Levy’s advice proposals get heavy hitting advocacy lift
Quality of Advice Review lead Michelle Levy’s plan to deregulate the industry and bring advice to a greater swathe of Australians has received a swell of support from the Financial Services Council and its members.
Support for the proposals comes against a minority outcry from consumer groups that the proposals will open the door to the kind of consumer harm uncovered in the 2018 Hayne Royal Commission.

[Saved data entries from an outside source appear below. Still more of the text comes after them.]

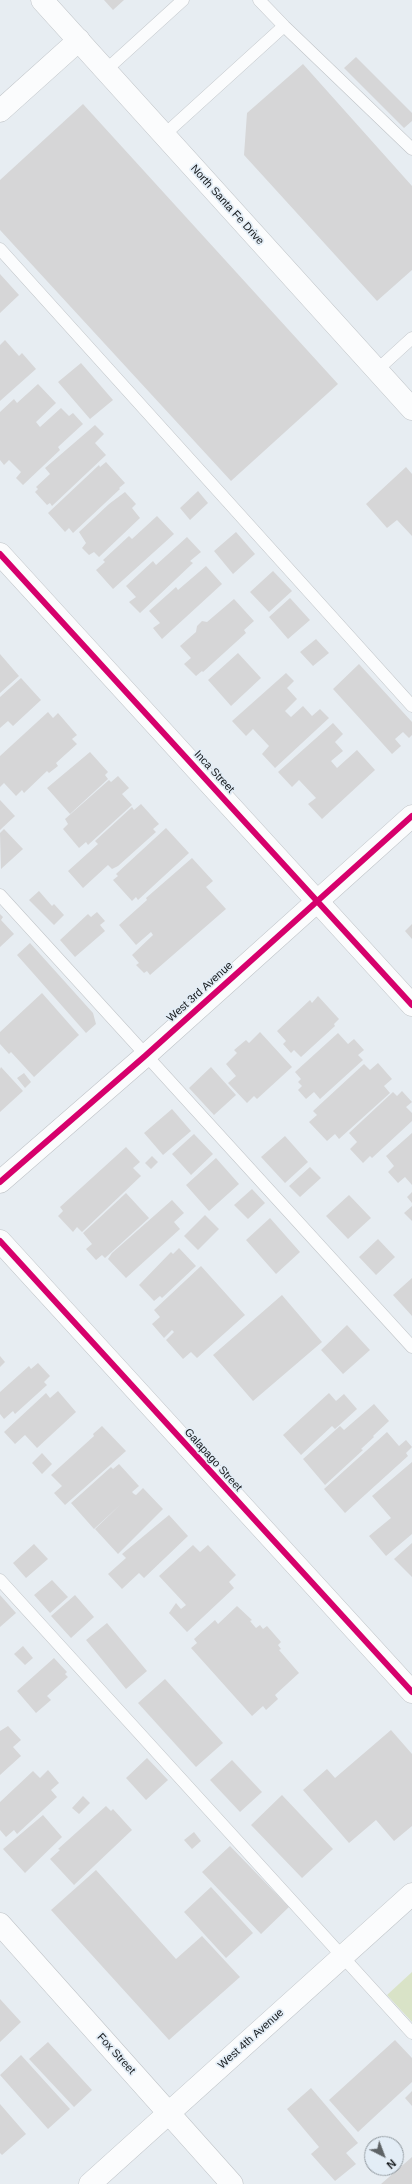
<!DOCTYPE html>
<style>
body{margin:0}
#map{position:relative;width:412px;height:2184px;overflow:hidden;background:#e7edf2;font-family:Helvetica,sans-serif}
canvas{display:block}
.north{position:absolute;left:364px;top:2136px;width:40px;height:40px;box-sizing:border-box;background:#e3edf6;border:1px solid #90989e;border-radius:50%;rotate:138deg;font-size:11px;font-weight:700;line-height:16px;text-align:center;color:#14181b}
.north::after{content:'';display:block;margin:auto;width:14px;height:18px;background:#5e6366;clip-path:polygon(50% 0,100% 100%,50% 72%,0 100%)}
</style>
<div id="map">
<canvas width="412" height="2184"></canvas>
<div class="north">N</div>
</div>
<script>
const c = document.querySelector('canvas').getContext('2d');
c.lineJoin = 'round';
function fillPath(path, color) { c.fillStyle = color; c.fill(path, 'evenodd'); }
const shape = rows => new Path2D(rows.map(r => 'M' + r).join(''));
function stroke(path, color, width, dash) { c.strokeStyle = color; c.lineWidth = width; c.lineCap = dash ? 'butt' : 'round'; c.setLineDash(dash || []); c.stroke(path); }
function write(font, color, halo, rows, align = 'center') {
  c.font = font + ' Helvetica,sans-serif'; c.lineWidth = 3.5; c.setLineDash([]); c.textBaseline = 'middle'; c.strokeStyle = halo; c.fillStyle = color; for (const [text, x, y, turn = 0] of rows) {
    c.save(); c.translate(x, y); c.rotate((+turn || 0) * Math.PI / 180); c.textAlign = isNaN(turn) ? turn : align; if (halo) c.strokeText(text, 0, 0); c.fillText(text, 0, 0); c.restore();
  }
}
fillPath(shape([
 [412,1972,412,2022,387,1995]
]), '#d9e3c7');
fillPath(shape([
 [104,0,124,0,113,10],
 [356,57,412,113,412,121,404,128,344,68],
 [303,64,412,186,412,270,377,301,244,155,247,113],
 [83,104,338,384,231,481,0,230,0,180],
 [0,274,19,295,0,313],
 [5,340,19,356,22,353,36,369,0,401,0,345],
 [81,363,113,400,90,419,58,382],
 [38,384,56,403,36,422,40,427,61,408,69,416,73,413,83,424,58,447,60,450,23,485,16,478,21,472,9,460,4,465,0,460,0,412,14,399,17,403],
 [95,425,104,434,95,443,106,455,52,506,50,503,47,505,35,492,38,489,36,487,50,474,45,468],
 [106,462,125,483,119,488,120,489,73,533,69,528,65,532,48,513,99,465,100,467],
 [406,467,412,474,412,536,397,520,387,528,366,504],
 [198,491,208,503,190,520,180,508],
 [125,492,136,504,132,508,140,518,99,557,94,552,89,555,82,548,86,543,79,532,109,504],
 [157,516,174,534,113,589,96,570,105,562,103,560,129,536,132,539],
 [236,532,255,554,233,574,214,551],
 [187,537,201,552,190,561,193,563,140,613,129,602,136,597,126,586,153,561,156,565],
 [206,566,222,584,162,639,153,628,160,623,149,611,176,587,178,590],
 [273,571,292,591,269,612,250,592],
 [290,598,310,620,288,639,269,617],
 [234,599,254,621,244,630,246,633,203,672,202,671,196,676,184,664,191,658,180,646,196,632,197,626,202,621,207,622],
 [316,639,329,653,313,666,300,652],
 [238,653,261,678,231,706,208,680],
 [0,654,19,676,0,693],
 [359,664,412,722,412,735,409,738,403,732,395,739,401,746,392,754,333,689],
 [286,673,294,681,287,688,297,699,285,711,291,717,303,706,312,716,320,709,329,718,275,768,262,754,269,746,253,729,246,736,232,721],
 [21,678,41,700,13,726,8,721,0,728,0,697],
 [48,712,53,718,58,713,77,735,72,739,77,744,56,763,58,766,49,773,47,771,24,793,22,790,16,796,4,783,0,787,0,756],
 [333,723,343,734,335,742,343,751,331,761,337,768,357,750,375,770,322,819,308,804,316,798,299,780,292,787,278,772],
 [90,752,108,772,105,775,108,779,70,814,47,788],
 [118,776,129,788,122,794,132,805,88,845,86,842,79,848,63,829,68,824,65,819,109,780,111,782],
 [0,800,15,816,0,830],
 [141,804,159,824,153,829,156,832,118,866,112,869,108,865,83,888,68,871,98,844,95,841,132,807,134,810],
 [166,828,189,853,138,900,136,897,132,901,113,880,118,876,116,874],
 [4,829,23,849,1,869,0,833],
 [192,858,213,881,206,887,226,909,150,975,147,971,144,973,136,965,139,963,132,955,153,935,151,932,136,945,119,925,147,900,146,898],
 [39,891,52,906,54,904,64,915,54,925,29,900],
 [97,912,105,921,100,925,105,931,75,957,60,940,88,914,91,917],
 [0,914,3,917,1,920,14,934,0,947],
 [412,924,412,939,405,931],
 [30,943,93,1013,96,1024,86,1033,17,955],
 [42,993,79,1035,34,1077,11,1052,9,1054,0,1044,0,1032],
 [318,996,339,1019,334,1024,335,1026,301,1057,294,1050,291,1053,283,1044,286,1041,277,1031,310,1000,312,1003],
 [260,1032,292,1067,257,1099,254,1096,247,1103,228,1083,236,1076,226,1064,237,1053,234,1050,246,1040,249,1043],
 [338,1033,348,1044,354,1039,364,1050,358,1055,363,1060,320,1099,314,1092,306,1099,298,1090,302,1086,298,1082,301,1079,295,1072],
 [378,1063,392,1079,384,1086,390,1093,339,1139,335,1134,327,1141,309,1122,317,1115,313,1111,364,1064,370,1070],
 [1,1067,23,1091,0,1112,0,1069],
 [211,1067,236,1095,214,1115,189,1088],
 [24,1073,31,1082,25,1088,17,1078],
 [402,1091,412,1102,406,1107,412,1113,412,1121,372,1158,370,1156,363,1163,350,1149,357,1142,349,1133,393,1092,397,1096],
 [172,1109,191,1131,163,1155,144,1133],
 [412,1133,412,1185,405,1177,398,1183,388,1172,394,1166,386,1156],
 [194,1134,213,1154,191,1175,172,1154],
 [285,1136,308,1162,285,1183,261,1157],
 [126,1147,140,1162,133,1168,141,1176,82,1232,77,1227,73,1232,58,1216,63,1211,60,1207],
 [152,1156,158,1162,151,1169,145,1163],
 [216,1158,239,1184,209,1211,186,1185],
 [310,1167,321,1178,300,1197,289,1186],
 [252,1189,265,1203,248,1219,234,1205],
 [412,1192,412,1203,407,1197],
 [126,1193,149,1218,105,1258,102,1255,96,1260,86,1249,92,1244,83,1233],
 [349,1195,371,1218,348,1239,326,1216],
 [172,1200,184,1213,174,1222,180,1229,126,1278,108,1259,112,1253],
 [412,1206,412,1221,404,1213],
 [205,1215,219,1229,198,1250,184,1236],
 [270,1218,300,1252,276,1274,246,1240],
 [378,1239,395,1257,376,1275,359,1257],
 [179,1248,196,1266,162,1298,160,1296,154,1301,139,1285,171,1252,173,1254],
 [201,1266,245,1315,197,1358,191,1352,183,1359,166,1340,174,1332,172,1330,164,1338,152,1324,160,1317,154,1310],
 [412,1278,412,1316,393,1295],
 [282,1295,322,1342,253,1401,213,1355],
 [347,1325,370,1350,343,1374,321,1350],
 [0,1356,5,1362,0,1367],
 [38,1363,50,1376,44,1382,47,1385,15,1414,13,1411,4,1419,0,1414,0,1392,29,1366,31,1369],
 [58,1391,76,1412,37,1448,25,1435,15,1444,4,1432,46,1393,50,1398],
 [329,1393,336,1401,344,1394,357,1409,335,1429,332,1426,301,1455,283,1435],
 [374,1404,389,1421,373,1436,374,1437,361,1449,363,1450,325,1485,303,1459,340,1426,344,1430],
 [102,1426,126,1451,65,1505,54,1493,62,1486,51,1475,94,1436,93,1434],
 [387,1432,399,1446,406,1440,412,1447,406,1453,408,1456,345,1513,324,1489],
 [42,1453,52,1464,42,1474,32,1463],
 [412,1462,412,1534,386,1556,369,1536,391,1518,372,1496],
 [119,1464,139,1486,132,1492,134,1494,136,1495,143,1488,163,1509,118,1554,95,1529,121,1504,94,1529,71,1503,111,1467,113,1469],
 [169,1515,188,1536,144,1578,139,1573,122,1589,108,1574,126,1558,122,1554],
 [412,1543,412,1577,394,1559],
 [34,1544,48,1559,26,1578,13,1563],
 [193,1545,200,1552,208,1545,236,1575,229,1582,234,1588,187,1632,169,1613,176,1603,181,1609,186,1605,159,1576],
 [52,1580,68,1597,50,1613,34,1595],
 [0,1595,16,1613,0,1627],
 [75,1595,94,1617,71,1638,51,1616],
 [237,1606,252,1620,250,1621,256,1628,260,1625,263,1629,267,1626,281,1642,278,1645,281,1649,279,1650,299,1673,275,1695,278,1699,266,1710,263,1706,252,1716,191,1648,197,1643,194,1639,215,1620,218,1624],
 [107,1623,147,1671,126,1689,86,1640],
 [23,1646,33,1658,25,1665,14,1654],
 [54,1658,67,1672,65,1674,68,1677,47,1696,51,1700,36,1713,17,1691],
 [165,1679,223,1743,196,1767,138,1703],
 [8,1726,21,1740,13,1747,21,1756,0,1775,0,1731],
 [391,1730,412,1754,412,1826,394,1841,376,1820,349,1843,303,1790,327,1769,335,1778],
 [147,1758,168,1780,146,1800,126,1778],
 [232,1760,262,1792,240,1812,210,1780],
 [48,1770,59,1783,51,1790,57,1797,17,1834,14,1830,6,1837,0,1830,0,1802,33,1771,40,1778],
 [282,1795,333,1849,302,1878,251,1825],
 [83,1796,90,1803,79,1814,72,1808],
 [106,1806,111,1811,113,1809,132,1830,74,1885,50,1859,60,1850,58,1849],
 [43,1815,62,1837,25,1873,3,1849],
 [194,1832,201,1841,192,1849,184,1840],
 [230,1846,289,1907,261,1934,202,1872],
 [96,1870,176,1959,202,1936,240,1977,169,2040,51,1910],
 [211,1887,253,1933,226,1958,184,1912],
 [0,1999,21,2022,0,2042],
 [395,2040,412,2058,412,2082,358,2132,329,2100],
 [48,2042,92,2090,74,2107,29,2059],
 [21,2055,70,2109,48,2129,0,2075],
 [311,2088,358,2143,346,2153,356,2164,335,2181,311,2154,319,2147,287,2109],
 [412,2091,412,2106,405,2098],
 [0,2104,26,2134,2,2155,0,2153],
 [412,2157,412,2184,381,2184]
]), '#d6d6d7');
const lane = shape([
 [259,0,284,26],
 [106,70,183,0],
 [164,135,284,26,412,149],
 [0,249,412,706],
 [377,370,412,338],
 [0,895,412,1347],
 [0,1580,412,2033]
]);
const street = shape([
 [0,111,79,40],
 [0,554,412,1005],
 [0,1924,232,2184],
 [90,2184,412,1894]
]);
const secondary = shape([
 [42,0,412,409],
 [0,1182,145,1056,412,816],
 [0,1241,412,1692]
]);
stroke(lane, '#bfc3c7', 13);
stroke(street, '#bfc3c7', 23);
stroke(secondary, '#bfc3c7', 23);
stroke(lane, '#fbfcfd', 12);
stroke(street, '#fbfcfd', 22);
stroke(secondary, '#fbfcfd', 22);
stroke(shape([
 [0,554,412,1005],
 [0,1182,145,1056,412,816],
 [0,1241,412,1692]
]), '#d6006c', 6);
write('11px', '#14181b', '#e3edf6', [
 ["North Santa Fe Drive",227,205,48],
 ["Inca Street",214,772,47],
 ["West 3rd Avenue",200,992,-42],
 ["Galapago Street",213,1460,48],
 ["West 4th Avenue",251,2039,-42],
 ["Fox Street",116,2054,48]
]);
</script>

On Wednesday, Australian Unity executive general manager Matt Brown (pictured) published an impassioned thought piece on LinkedIn calling on the financial services minister to implement Levy’s suite of reforms. After invoking inspiration from both country singer Dolly Parton and former APRA executive John Trowbridge, Brown said it was “critical” the government takes action as quickly as possible once the final proposals were handed down on December 16 “and does not sit on the proposed reforms”.
“As we look to 2023, now is the time for Minister Jones to listen to the combined and largely united voices of our industry, implement recommendations of Levy’s Quality of Advice Review in a timely manner, and prioritise the introduction of reforms that enable advice to reach more Australians more affordably,” Brown said.
Brown referenced data released by the Financial Services Council (FSC) this week, which leveraged research from NMG Consulting to show that two million Australians would be better off if Levy’s plan to deregulate advice and allow banks and super funds to become ‘relevant providers’ in a 2-tier advice system is implemented.
The other key reform plank, to abandon the necessary provision of Statements of Advice to clients, would also reduce costs and allow advisers to service more of the community according to the FSC.
Australian Unity is far from the only member of the FSC to back Levy’s plan, with heavy-hitters like AMP and Insignia – the two largest advice providers in the country – both providing relatively unconditional support for the package at the Australian Financial Review’s recent wealth and banking summit.
The timely wave of support for the proposals is up against concern expressed by consumer groups such as CHOICE and Super Consumers Australia that opening up advice to less qualified providers will reduce the quality of advice being provided and open up the public to financial harm.
Rather than opening up the industry to large corporate entities, CHOICE wants all conflicts in advice banned and consideration given to “the role of government, independent organisations and new business models”. The group has encouraged the government to look at the United Kingdom’s Money and Pensions Service as a possible model for reform.